The ordering process, in turn, requires its own logic, which is why other AI methods should be used. In fresh produce logistics, for example, many retailers aim to make use of every possible delivery to procure small batches so that they can always offer fresh goods, but also avoid inventory waste. In the case of produce (perishable items), higher logistics costs are usually accepted. The AI models must therefore plan order proposals with flexible target ranges, depending on the day of the week of an inbound delivery. Minimum order quantities, replenishment lead times, prices and best-before dates are just some of the other factors that need to be taken into account.

The aim is to work more efficiently through "management by exception." With this, planners will only have to take manual action when very short-term rescheduling is necessary, or when relevant information is available that an AI system hasn’t learned itself.

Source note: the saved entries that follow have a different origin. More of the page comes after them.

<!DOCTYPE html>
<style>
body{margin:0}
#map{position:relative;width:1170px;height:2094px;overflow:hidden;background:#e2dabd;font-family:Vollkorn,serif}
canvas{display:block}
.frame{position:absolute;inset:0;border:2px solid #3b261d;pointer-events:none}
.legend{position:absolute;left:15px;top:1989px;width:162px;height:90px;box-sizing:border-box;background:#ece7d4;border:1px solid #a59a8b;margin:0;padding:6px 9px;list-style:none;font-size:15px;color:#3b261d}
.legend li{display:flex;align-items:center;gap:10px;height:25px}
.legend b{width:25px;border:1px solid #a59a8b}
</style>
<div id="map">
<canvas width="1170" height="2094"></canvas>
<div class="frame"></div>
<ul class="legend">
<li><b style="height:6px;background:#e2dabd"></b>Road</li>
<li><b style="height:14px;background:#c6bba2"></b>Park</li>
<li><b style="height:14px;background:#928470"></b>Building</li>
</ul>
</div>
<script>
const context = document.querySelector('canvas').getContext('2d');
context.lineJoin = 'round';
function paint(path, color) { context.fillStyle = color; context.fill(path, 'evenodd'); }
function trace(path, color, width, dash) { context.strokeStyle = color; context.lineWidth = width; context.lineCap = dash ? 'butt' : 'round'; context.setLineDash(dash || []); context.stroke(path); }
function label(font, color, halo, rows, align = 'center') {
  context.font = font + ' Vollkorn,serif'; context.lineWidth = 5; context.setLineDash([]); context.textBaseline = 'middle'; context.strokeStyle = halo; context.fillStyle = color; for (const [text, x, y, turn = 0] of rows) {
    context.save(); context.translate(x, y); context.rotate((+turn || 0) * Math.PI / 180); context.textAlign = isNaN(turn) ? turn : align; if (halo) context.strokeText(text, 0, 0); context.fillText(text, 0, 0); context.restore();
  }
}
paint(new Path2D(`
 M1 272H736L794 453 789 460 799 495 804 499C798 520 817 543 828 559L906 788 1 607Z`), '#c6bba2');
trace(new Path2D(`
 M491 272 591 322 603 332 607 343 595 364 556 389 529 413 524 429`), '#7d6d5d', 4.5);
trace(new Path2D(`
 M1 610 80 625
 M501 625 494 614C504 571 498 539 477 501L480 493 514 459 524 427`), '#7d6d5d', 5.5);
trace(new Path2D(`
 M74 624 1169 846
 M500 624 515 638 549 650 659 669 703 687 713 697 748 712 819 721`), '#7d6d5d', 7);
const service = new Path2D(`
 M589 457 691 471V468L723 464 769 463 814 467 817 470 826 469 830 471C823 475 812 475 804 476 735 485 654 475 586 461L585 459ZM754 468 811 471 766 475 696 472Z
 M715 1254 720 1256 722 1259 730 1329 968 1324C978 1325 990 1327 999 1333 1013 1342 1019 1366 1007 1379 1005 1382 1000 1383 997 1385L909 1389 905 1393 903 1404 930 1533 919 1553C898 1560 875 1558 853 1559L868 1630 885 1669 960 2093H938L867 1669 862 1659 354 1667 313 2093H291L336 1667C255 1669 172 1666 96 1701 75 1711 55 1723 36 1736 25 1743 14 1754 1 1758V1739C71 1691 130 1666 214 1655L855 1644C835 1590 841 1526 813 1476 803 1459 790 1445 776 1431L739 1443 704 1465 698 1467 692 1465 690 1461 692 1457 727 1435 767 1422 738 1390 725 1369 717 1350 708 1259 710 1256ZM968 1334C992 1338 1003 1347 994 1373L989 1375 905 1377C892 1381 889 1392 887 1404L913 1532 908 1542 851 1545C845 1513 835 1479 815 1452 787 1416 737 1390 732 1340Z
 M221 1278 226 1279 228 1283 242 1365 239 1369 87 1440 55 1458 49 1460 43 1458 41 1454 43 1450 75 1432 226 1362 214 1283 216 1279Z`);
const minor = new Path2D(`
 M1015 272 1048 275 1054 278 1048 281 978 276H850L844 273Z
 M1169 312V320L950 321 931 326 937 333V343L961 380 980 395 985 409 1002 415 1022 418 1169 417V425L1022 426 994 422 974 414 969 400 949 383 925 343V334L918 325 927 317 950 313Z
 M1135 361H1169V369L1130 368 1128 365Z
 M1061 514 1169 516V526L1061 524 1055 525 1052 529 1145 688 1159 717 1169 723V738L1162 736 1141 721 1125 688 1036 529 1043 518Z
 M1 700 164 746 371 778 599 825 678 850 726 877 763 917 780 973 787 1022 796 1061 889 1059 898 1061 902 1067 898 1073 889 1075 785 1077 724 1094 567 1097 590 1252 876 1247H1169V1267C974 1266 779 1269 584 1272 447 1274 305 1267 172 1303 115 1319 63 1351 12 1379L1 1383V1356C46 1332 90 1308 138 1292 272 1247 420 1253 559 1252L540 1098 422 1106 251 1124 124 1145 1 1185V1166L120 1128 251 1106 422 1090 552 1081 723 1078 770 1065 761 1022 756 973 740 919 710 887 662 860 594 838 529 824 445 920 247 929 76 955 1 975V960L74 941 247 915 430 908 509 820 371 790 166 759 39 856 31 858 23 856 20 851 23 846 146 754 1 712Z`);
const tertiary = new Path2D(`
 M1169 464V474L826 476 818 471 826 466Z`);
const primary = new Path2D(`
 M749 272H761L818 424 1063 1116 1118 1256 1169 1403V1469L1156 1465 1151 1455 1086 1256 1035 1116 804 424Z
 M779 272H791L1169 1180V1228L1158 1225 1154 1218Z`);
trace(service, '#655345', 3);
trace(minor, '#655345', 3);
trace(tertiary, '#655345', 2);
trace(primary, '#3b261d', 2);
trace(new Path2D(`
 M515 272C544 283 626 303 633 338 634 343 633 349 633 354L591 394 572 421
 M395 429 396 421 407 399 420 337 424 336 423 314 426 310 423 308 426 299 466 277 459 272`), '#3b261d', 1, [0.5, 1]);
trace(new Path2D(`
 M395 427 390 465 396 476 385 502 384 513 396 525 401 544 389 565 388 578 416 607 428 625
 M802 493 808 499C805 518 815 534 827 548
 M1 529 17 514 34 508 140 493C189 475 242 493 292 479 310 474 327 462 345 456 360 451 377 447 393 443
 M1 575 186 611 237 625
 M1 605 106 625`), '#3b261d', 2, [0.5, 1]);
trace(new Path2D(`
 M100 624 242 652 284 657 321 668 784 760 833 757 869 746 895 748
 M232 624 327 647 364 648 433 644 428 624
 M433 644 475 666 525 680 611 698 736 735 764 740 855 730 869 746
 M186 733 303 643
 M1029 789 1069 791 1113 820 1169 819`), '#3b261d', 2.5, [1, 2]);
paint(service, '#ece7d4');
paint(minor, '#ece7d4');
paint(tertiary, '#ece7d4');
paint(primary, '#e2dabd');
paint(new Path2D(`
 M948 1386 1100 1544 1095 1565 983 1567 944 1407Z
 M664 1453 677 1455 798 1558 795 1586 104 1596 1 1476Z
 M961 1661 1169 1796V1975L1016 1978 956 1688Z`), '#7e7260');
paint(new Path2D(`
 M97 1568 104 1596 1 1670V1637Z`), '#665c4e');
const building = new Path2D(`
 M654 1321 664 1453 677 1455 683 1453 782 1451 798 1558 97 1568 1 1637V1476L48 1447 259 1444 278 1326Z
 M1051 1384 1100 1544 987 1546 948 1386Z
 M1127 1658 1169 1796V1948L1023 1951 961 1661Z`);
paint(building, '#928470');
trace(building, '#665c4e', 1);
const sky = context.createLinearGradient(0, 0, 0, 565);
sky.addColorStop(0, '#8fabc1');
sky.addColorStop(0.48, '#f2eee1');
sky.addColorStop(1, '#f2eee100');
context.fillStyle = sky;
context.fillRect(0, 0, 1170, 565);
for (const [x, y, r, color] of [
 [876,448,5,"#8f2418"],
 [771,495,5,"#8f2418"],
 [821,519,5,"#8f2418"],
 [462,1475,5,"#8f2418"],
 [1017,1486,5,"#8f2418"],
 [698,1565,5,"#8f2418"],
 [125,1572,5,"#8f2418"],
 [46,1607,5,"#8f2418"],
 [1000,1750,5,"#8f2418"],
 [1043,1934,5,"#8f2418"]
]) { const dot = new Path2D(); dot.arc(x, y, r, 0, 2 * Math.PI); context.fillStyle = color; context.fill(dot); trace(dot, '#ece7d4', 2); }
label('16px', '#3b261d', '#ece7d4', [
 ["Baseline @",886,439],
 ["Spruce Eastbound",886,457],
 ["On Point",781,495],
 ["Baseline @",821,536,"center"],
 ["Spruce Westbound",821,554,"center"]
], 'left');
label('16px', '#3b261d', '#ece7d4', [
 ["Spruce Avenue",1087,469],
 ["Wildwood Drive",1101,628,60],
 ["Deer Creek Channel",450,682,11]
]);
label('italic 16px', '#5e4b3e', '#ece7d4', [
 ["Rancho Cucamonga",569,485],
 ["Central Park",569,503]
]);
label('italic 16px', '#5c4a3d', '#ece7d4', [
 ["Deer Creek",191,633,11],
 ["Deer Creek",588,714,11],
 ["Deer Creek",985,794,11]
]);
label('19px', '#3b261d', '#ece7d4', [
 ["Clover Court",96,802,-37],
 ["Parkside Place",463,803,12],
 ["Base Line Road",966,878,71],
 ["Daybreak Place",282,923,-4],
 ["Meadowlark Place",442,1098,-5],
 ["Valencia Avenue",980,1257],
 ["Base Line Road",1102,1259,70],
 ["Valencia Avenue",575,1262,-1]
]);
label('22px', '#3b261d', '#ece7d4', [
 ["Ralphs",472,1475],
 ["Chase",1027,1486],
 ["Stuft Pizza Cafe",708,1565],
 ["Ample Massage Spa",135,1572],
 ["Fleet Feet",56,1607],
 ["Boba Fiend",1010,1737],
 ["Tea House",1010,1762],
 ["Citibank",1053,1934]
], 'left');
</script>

Above that, they will also use their AI models to run simulations for different order scenarios and to derive strategies from them.

Which decisions will be made by AI in the future, and which by human intelligence? The examples above show the enormous complexity that AI can help us to master. However, humans still have a responsibility, not the least of which is to ensure that AI is used both ethically and responsibly. As with previous waves of automation, people will be relieved of repetitive tasks and will be able to focus on exceptional cases and disruptions. These trends will be intensified as soon as complex logic systems, such as those for inventory management, become controllable using large language models (LLMs).

Jörg Herbers is chief executive officer of INFORM GmbH.